## What to work on
Output the data word for word. Begin at its first line and end at the line with "display:flex; align-items:center; gap:18px;".

[Collected data]
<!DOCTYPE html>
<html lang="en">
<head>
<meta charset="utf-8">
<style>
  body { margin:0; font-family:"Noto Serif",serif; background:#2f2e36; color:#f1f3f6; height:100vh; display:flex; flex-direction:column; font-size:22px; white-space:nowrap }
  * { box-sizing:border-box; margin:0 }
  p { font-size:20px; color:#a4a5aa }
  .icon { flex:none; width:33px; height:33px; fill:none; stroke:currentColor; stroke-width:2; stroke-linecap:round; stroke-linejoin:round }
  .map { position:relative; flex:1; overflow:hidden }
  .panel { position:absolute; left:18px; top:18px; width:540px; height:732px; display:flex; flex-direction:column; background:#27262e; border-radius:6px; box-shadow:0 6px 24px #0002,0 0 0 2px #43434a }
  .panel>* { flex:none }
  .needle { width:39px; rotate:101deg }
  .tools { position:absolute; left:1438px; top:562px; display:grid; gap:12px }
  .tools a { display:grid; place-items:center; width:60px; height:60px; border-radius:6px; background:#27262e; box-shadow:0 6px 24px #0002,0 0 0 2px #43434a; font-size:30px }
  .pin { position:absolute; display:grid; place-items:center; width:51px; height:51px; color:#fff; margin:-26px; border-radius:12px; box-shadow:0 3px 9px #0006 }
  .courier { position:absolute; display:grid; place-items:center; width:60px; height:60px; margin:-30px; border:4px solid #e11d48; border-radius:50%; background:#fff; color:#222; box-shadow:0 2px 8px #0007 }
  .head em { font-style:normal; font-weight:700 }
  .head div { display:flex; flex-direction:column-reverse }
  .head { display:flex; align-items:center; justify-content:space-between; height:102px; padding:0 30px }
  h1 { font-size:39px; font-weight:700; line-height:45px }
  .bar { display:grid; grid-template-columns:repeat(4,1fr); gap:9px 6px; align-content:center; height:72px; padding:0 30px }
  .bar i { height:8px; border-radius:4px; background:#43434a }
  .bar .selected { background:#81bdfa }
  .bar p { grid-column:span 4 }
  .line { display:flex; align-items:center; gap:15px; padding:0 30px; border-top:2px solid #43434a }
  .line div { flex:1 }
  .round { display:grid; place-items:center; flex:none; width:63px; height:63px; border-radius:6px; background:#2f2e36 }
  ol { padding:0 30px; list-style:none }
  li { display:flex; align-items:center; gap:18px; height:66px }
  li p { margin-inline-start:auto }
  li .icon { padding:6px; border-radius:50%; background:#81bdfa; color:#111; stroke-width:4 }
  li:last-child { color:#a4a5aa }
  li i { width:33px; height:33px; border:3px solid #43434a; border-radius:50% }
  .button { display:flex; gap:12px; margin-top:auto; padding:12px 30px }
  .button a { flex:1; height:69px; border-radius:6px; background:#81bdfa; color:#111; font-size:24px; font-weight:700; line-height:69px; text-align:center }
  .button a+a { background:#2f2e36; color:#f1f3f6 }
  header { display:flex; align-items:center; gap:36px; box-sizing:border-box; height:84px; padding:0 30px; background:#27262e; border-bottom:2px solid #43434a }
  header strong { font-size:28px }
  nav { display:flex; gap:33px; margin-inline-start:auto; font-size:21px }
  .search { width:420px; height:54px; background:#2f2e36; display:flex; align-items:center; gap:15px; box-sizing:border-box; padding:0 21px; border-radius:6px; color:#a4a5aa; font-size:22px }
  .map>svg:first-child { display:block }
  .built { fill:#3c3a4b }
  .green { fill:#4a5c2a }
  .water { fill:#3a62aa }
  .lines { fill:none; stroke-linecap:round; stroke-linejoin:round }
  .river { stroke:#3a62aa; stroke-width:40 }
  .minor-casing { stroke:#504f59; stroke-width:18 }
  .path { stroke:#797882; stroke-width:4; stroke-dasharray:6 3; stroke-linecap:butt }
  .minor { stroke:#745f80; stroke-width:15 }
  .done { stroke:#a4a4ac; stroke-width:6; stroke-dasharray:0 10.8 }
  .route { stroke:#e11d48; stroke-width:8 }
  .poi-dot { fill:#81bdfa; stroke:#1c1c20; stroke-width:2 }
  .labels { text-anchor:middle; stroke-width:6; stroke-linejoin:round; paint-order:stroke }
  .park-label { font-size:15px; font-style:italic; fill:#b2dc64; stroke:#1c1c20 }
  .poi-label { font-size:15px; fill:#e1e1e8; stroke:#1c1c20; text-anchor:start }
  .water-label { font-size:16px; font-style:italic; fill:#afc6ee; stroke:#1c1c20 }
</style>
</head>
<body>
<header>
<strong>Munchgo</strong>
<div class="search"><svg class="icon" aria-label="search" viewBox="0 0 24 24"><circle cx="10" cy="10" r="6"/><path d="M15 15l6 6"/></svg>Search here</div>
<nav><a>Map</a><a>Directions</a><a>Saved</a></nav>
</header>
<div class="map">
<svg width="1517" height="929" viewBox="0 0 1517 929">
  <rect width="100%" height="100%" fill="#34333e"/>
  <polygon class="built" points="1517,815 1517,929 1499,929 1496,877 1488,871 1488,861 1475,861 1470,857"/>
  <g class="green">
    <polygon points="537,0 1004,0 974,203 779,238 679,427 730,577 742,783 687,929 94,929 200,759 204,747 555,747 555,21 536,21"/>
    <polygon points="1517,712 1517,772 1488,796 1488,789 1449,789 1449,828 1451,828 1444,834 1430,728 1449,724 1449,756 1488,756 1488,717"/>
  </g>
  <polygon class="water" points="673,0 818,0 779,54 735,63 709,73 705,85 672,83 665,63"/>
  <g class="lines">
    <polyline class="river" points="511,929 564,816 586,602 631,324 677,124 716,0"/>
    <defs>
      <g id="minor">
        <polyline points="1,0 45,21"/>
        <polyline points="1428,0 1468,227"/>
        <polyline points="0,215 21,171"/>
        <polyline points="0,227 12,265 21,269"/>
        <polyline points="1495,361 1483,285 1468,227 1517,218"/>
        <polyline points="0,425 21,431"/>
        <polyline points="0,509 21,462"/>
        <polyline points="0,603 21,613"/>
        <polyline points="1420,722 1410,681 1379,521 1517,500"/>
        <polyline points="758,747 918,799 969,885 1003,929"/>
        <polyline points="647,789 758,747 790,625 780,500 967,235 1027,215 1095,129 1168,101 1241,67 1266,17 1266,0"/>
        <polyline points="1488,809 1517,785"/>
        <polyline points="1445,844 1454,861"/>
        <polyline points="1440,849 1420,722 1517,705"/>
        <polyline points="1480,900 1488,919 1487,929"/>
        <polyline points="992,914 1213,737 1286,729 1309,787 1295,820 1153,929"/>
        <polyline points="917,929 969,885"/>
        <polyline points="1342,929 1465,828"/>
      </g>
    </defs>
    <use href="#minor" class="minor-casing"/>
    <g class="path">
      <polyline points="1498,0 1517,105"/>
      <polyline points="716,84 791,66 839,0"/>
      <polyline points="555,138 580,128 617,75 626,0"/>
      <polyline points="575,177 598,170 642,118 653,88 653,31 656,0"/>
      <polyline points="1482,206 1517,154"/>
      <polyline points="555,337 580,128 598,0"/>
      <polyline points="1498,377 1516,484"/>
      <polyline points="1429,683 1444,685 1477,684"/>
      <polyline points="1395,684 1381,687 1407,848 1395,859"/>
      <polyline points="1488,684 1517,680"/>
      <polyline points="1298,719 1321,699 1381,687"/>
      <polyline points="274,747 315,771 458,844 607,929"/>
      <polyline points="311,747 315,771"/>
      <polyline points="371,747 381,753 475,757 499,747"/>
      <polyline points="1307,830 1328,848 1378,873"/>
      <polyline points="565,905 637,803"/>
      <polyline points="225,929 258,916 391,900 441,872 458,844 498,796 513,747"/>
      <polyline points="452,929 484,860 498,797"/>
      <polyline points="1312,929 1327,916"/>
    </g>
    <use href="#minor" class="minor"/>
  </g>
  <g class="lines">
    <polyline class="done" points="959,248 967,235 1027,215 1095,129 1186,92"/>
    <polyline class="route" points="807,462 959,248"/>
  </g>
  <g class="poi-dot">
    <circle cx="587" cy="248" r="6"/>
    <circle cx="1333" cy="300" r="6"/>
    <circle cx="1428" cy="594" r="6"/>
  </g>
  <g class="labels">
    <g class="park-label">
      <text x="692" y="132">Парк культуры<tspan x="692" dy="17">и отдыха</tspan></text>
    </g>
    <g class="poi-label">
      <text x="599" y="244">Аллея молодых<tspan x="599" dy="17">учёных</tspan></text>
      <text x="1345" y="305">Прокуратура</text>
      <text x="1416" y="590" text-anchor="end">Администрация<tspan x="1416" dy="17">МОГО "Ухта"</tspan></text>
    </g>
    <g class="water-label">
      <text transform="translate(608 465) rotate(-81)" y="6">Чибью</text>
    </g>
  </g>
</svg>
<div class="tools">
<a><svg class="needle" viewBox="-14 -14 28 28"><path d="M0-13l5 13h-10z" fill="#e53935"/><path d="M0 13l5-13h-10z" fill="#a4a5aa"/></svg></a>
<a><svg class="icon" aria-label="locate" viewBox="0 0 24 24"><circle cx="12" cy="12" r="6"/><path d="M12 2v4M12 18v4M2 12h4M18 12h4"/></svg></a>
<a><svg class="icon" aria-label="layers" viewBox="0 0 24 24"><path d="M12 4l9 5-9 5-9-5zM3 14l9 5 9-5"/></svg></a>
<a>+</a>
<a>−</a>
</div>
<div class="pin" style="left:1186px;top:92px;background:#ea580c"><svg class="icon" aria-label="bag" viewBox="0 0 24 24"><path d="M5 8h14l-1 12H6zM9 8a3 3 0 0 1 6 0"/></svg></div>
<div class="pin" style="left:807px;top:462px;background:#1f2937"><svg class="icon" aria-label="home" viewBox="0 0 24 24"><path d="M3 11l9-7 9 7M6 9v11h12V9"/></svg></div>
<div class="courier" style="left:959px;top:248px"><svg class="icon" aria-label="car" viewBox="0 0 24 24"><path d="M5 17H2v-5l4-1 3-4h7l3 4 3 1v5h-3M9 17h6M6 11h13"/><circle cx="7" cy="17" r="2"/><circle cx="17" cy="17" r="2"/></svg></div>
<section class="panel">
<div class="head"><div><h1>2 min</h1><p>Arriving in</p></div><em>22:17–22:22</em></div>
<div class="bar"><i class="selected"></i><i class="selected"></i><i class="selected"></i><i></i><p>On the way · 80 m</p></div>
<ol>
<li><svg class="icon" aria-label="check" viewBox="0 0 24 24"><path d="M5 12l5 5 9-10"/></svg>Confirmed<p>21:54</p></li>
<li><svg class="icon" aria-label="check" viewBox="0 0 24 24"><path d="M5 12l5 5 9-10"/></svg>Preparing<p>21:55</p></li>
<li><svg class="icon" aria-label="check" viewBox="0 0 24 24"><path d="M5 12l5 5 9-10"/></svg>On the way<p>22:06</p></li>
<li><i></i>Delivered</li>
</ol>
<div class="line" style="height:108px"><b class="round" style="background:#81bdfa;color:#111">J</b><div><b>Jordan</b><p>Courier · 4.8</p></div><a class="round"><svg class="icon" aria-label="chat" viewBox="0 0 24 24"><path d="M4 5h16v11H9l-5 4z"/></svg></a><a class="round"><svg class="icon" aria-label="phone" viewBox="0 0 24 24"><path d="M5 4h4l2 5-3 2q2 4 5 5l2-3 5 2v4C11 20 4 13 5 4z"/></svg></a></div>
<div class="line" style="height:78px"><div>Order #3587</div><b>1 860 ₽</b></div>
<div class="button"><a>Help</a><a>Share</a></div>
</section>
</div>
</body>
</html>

## Answer for this exercise
<!DOCTYPE html>
<html lang="en">
<head>
<meta charset="utf-8">
<style>
  body { margin:0; font-family:"Noto Serif",serif; background:#2f2e36; color:#f1f3f6; height:100vh; display:flex; flex-direction:column; font-size:22px; white-space:nowrap }
  * { box-sizing:border-box; margin:0 }
  p { font-size:20px; color:#a4a5aa }
  .icon { flex:none; width:33px; height:33px; fill:none; stroke:currentColor; stroke-width:2; stroke-linecap:round; stroke-linejoin:round }
  .map { position:relative; flex:1; overflow:hidden }
  .panel { position:absolute; left:18px; top:18px; width:540px; height:732px; display:flex; flex-direction:column; background:#27262e; border-radius:6px; box-shadow:0 6px 24px #0002,0 0 0 2px #43434a }
  .panel>* { flex:none }
  .needle { width:39px; rotate:101deg }
  .tools { position:absolute; left:1438px; top:562px; display:grid; gap:12px }
  .tools a { display:grid; place-items:center; width:60px; height:60px; border-radius:6px; background:#27262e; box-shadow:0 6px 24px #0002,0 0 0 2px #43434a; font-size:30px }
  .pin { position:absolute; display:grid; place-items:center; width:51px; height:51px; color:#fff; margin:-26px; border-radius:12px; box-shadow:0 3px 9px #0006 }
  .courier { position:absolute; display:grid; place-items:center; width:60px; height:60px; margin:-30px; border:4px solid #e11d48; border-radius:50%; background:#fff; color:#222; box-shadow:0 2px 8px #0007 }
  .head em { font-style:normal; font-weight:700 }
  .head div { display:flex; flex-direction:column-reverse }
  .head { display:flex; align-items:center; justify-content:space-between; height:102px; padding:0 30px }
  h1 { font-size:39px; font-weight:700; line-height:45px }
  .bar { display:grid; grid-template-columns:repeat(4,1fr); gap:9px 6px; align-content:center; height:72px; padding:0 30px }
  .bar i { height:8px; border-radius:4px; background:#43434a }
  .bar .selected { background:#81bdfa }
  .bar p { grid-column:span 4 }
  .line { display:flex; align-items:center; gap:15px; padding:0 30px; border-top:2px solid #43434a }
  .line div { flex:1 }
  .round { display:grid; place-items:center; flex:none; width:63px; height:63px; border-radius:6px; background:#2f2e36 }
  ol { padding:0 30px; list-style:none }
  li { display:flex; align-items:center; gap:18px; height:66px }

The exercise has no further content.